Velimir "Bata" Živojinović (; 5 June 1933 – 22 May 2016) was a Yugoslav and Serbian actor and politician. He appeared in more than 340 films and TV series, and is regarded as one of the best actors in former Yugoslavia.

Early life
Živojinović (nicknamed Bata) was born in the village of Koraćica under the Kosmaj mountain near Mladenovac, at the time Kingdom of Yugoslavia (now Serbia). His father, Dragoljub, was an official and his mother Tiosava was a housewife. He had two sisters, Stanka and Nada, and grew up in a patriarchal household. A conflict between Dragoljub and the Chetniks during World War II forced the family to move to Belgrade. The family lived in Crveni Krst.
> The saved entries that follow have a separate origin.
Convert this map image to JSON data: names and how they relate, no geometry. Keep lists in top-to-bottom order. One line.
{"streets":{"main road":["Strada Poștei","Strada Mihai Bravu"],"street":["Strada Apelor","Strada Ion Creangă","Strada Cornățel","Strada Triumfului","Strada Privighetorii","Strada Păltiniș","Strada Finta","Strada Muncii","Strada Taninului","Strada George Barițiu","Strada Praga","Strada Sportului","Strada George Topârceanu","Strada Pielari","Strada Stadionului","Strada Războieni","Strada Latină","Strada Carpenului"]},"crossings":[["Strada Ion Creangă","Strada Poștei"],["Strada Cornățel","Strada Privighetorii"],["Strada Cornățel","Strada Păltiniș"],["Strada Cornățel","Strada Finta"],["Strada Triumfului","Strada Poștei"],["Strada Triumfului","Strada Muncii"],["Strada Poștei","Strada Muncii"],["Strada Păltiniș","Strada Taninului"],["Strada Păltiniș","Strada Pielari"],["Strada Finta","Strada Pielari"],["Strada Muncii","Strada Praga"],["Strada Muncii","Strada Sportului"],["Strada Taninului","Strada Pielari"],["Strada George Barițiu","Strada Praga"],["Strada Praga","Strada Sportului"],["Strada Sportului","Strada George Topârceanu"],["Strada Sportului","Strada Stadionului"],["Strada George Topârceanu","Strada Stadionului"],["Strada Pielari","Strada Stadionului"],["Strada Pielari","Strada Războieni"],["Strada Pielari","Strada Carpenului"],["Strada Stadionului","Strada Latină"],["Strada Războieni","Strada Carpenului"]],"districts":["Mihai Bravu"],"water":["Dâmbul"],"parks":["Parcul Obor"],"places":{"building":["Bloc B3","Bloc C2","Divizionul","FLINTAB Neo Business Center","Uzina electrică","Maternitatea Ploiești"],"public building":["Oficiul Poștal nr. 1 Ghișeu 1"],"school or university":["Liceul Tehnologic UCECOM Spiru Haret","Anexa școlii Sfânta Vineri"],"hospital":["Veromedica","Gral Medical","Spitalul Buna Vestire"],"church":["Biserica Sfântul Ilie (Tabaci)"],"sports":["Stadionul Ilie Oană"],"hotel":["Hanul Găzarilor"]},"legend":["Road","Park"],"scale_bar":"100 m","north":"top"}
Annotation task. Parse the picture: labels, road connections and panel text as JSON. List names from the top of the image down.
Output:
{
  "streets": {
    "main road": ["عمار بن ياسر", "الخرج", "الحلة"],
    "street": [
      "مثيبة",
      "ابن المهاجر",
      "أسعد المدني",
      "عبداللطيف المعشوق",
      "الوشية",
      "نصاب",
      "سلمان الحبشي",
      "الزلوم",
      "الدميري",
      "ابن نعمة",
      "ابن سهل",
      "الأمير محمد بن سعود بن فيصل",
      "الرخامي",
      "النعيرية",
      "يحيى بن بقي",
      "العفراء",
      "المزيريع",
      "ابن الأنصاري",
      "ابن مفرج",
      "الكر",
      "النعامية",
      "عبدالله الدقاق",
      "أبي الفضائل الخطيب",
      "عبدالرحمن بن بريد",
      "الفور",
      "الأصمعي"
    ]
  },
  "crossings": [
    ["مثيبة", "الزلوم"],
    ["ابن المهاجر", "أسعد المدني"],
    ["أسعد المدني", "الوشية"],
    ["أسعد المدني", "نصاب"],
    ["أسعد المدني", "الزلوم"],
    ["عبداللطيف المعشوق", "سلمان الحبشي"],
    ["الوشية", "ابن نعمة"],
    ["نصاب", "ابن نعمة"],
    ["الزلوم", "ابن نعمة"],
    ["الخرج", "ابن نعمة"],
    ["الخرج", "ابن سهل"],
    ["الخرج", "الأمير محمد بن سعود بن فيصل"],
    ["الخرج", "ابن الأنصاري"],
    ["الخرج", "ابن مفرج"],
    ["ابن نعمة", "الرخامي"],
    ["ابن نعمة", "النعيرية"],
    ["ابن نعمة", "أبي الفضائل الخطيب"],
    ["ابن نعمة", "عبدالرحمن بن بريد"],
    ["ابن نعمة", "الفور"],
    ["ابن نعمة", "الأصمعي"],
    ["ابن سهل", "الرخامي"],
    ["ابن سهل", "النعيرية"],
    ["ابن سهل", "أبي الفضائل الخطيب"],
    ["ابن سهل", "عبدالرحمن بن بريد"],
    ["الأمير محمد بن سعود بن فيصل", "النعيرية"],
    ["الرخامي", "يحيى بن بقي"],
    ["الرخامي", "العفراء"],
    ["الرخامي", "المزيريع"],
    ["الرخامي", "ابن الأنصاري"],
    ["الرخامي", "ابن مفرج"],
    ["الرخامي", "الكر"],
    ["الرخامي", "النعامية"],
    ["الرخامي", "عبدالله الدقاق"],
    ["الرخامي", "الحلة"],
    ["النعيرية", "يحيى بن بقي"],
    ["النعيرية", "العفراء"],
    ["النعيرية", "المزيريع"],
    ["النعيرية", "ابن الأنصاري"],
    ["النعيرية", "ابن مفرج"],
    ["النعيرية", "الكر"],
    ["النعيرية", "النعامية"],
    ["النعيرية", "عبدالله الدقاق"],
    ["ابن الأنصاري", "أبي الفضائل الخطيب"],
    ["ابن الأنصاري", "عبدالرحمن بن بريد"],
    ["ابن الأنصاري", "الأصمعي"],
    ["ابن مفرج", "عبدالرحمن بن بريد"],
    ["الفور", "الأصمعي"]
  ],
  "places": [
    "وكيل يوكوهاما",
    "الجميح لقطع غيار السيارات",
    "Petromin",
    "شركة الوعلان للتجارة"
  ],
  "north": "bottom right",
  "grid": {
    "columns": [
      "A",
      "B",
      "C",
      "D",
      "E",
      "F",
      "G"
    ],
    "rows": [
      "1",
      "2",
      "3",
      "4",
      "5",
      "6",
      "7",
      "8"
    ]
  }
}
Young Bata often went with his friends to the cinema, which sparked his interest in acting. Loitering around the "20th October" cinema, he watched AKUD Branko Krsmanović, a Belgrade troupe, through the window for several days until he was welcomed inside. There he befriended Soja Jovanović, instrumental in the developing of Bata's love for acting, Rade Marković, Olivera Marković, Mića Tomić, and Bata Paskaljević. After graduating from acting schools in Niš and Novi Sad, he enrolled at the Drama Academy in Belgrade.

Career 
Živojinović preferred acting in theatre to acting on screen, and made his screen debut in the 1955 film Pesma sa Kumbare. He played both heroes and villains and switched between leading and supporting roles. The zenith of his popularity came with World War II-themed Partisan films in the 1970s. One of his best known films from that period was Walter Defends Sarajevo (Valter brani Sarajevo), which gained major success and cult following in China.

Politics 
In 1990 he was elected for the Serbian Parliament, as a member of the Socialist Party of Serbia. He was a candidate in the September–October 2002 presidential election, receiving 3.27% of the popular vote.

Illness and death 
Živojinović had a heart attack in October 2006 and suffered from gangrene in his right foot for about three years afterwards. Doctors initially wanted to amputate the limb, but he traveled to Cuba, where his daughter lives, and within the 25 days that he spent being treated there, was cured of the gangrene by Doctor Montekin, who has also treated Venezuelan President Hugo Chávez.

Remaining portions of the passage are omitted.